Specializes in Internal Medicine.

Interesting article. The takeaway is that real experience is king. I'm not sure what a residency program for NP's would do since this article is discussing full fledged physicians already done with their residency. NP's in many states already sort of operate in a functional capacity similar to residency since they have physician supervision of varying degrees. I would imagine even with a hospitalist NP residency, NP's would improve along the lines of physicians after a year of "real" experience. How many times have we read on this very website when new NP's are asking for advice about being overwhelmed "your first year is always the hardest, but it gets easier after the first year"?

I would love a little more data breakdown comparing residency programs and specialty (since hospitalists can be both internal medicine or family practice).

From an NP prespective, the real question needs to be "do NP's working in collabrative or supervisory states produce better outcomes than NP's working in independent practice states". Our data is harder to compile since the degree in which we can practice is different in 50 different states.

It's an interesting study. I've worked in various types of hospitals as a nurse and ACNP and there's certainly a degree of variation in the care hospitalist's bring in terms of knoweldge base and skills. I never saw the length of years as a hospitalist as a factor. In my unscientific/anecdotal assessment, I find those who did residencies in less selective programs and some IMG's being less competent. This is a distinction that wasn't illuminated in the study and is probably hard to to research in the first place.

The article was right to point out that the transition phase from resident to new hospitalist needs to be investigated further to see what factors contributed to the results.
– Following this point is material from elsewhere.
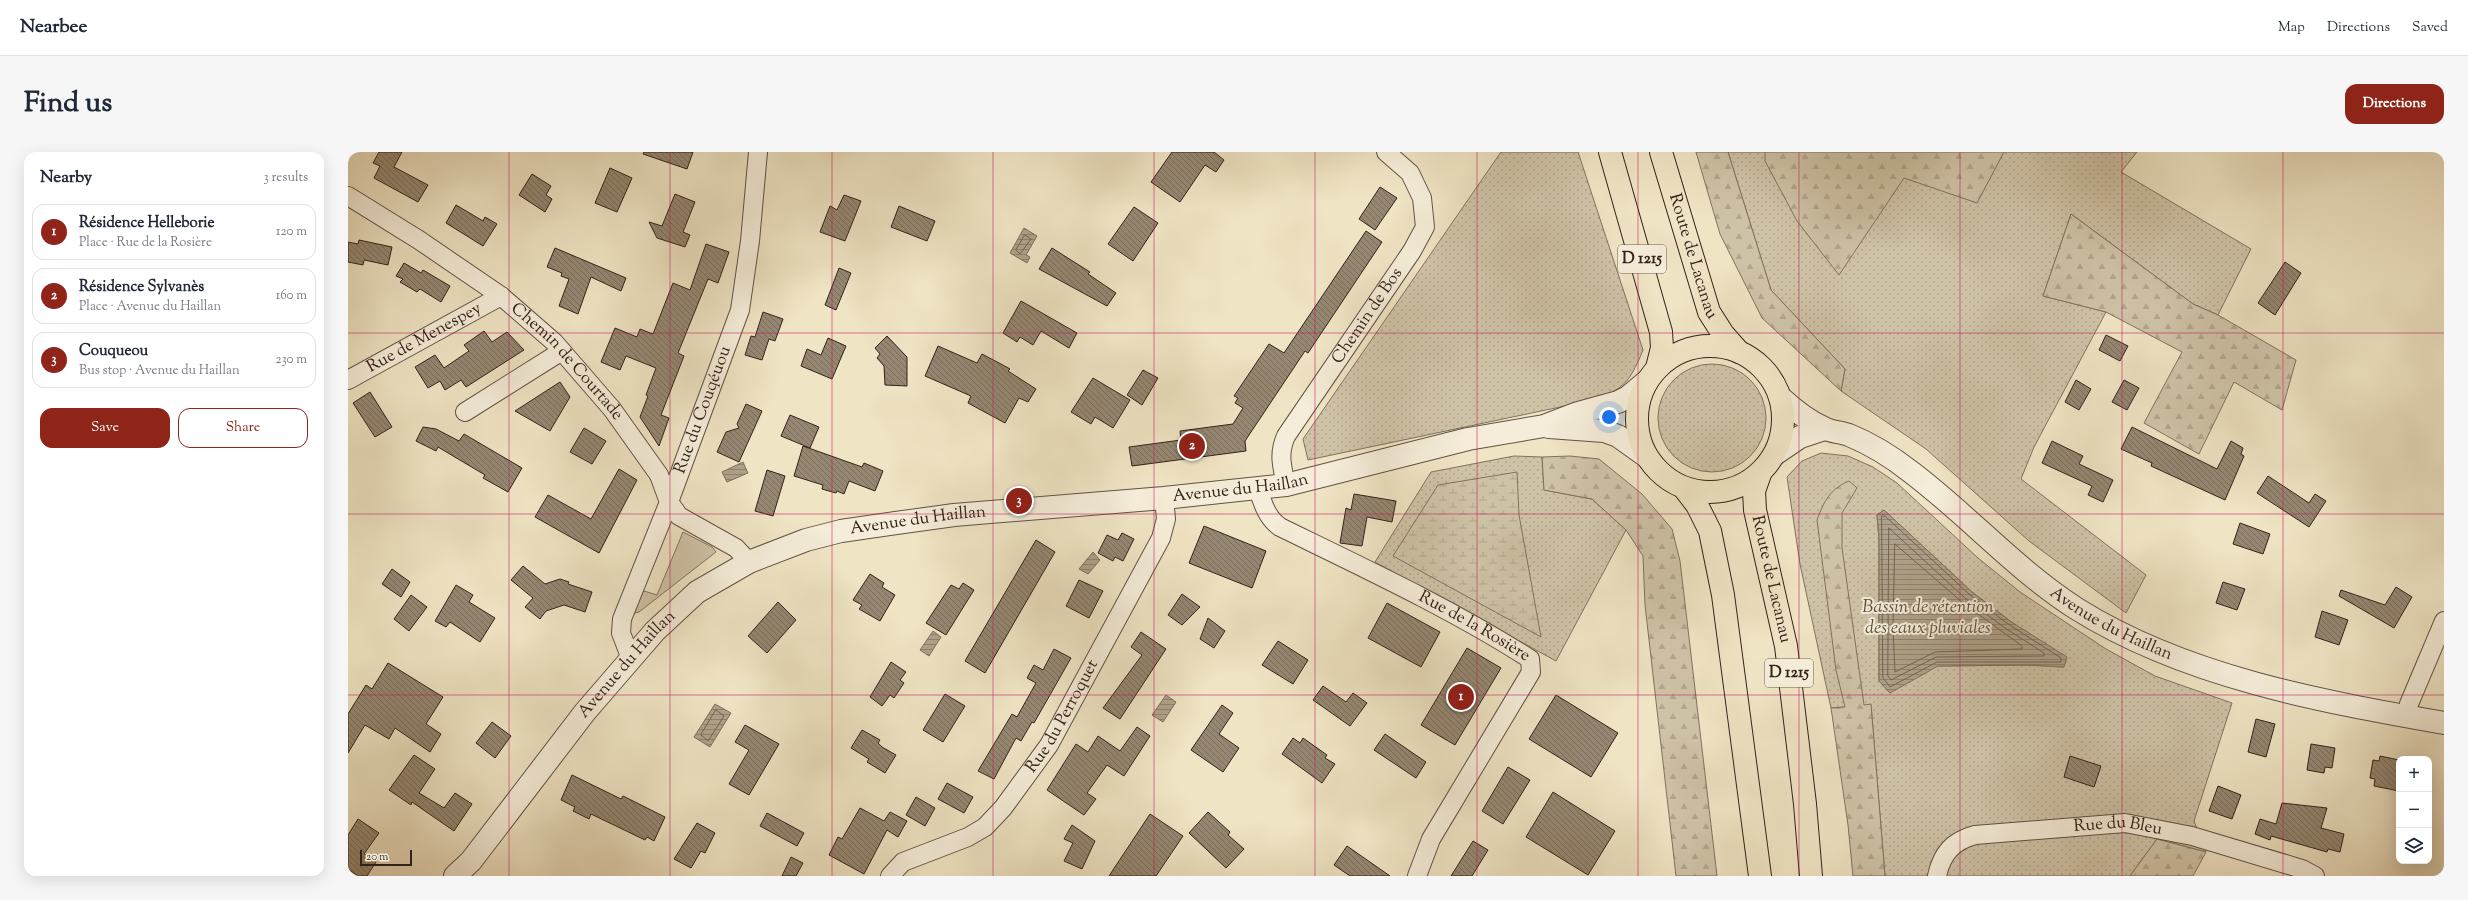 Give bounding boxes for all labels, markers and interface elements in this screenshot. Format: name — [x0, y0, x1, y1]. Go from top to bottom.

It's hard to analyze the study as it relates to NP's who work as hospitalists as we practice in a range of models from close collaboration to supervision to full independence. Mentorship is always a good thing no matter what, but the quality of the mentorship experience will make a big difference.

I totally agree with your comments. Interesting topic.

What are the "typical views" of a MD/DO when working with a NP? Are they constantly testing their knowledge in a way that is intimidating? Or are they doing a lot of teaching?

Specializes in Nephrology, Cardiology, ER, ICU.
What are the "typical views" of a MD/DO when working with a NP? Are they constantly testing their knowledge in a way that is intimidating? Or are they doing a lot of teaching?

I've been an APRN for 12+ years now and worked with over 40 physicians and never found an attitude of anything less then collegial. I present myself as a professional and am treated that way.

Specializes in Emergency medicine.
What are the "typical views" of a MD/DO when working with a NP? Are they constantly testing their knowledge in a way that is intimidating? Or are they doing a lot of teaching?

Impossible to generalize. Completely depends on The field of the physician, the field of the NP, their level of experience, individual attitudes, how much they enjoy teaching, general personality, how they present themselves, etc.

There is a nurse practitioner on the urology service of one of the academic hospitals where I work in the ER, she is completely wonderful. Super helpful, always nice, clearly knows what she's doing, and seems like she's been in the field for enough time to be very comfortable. She taught me how to flush a nephrostomy tube recently.

On the other hand, I worked alongside a fairly new nurse practitioner in a different emergency room when I was a resident physician. She seemed very unprepared, she would constantly ask me pretty simple questions. It's not my general disposition to be condescending of course, so I answered her questions with "teaching mode" on. Not to quiz, but to teach. I think she later took a dermatology position.

I now supervise nurse practitioners in a community emergency room, and occasionally I have to point them in the right direction. They see mostly fast track stuff. And on occasion I've asked them to look at a rash for me, because they see more kids with rashes than I do.

It's all about mutual respect and recognizing your limits, wherever they might be.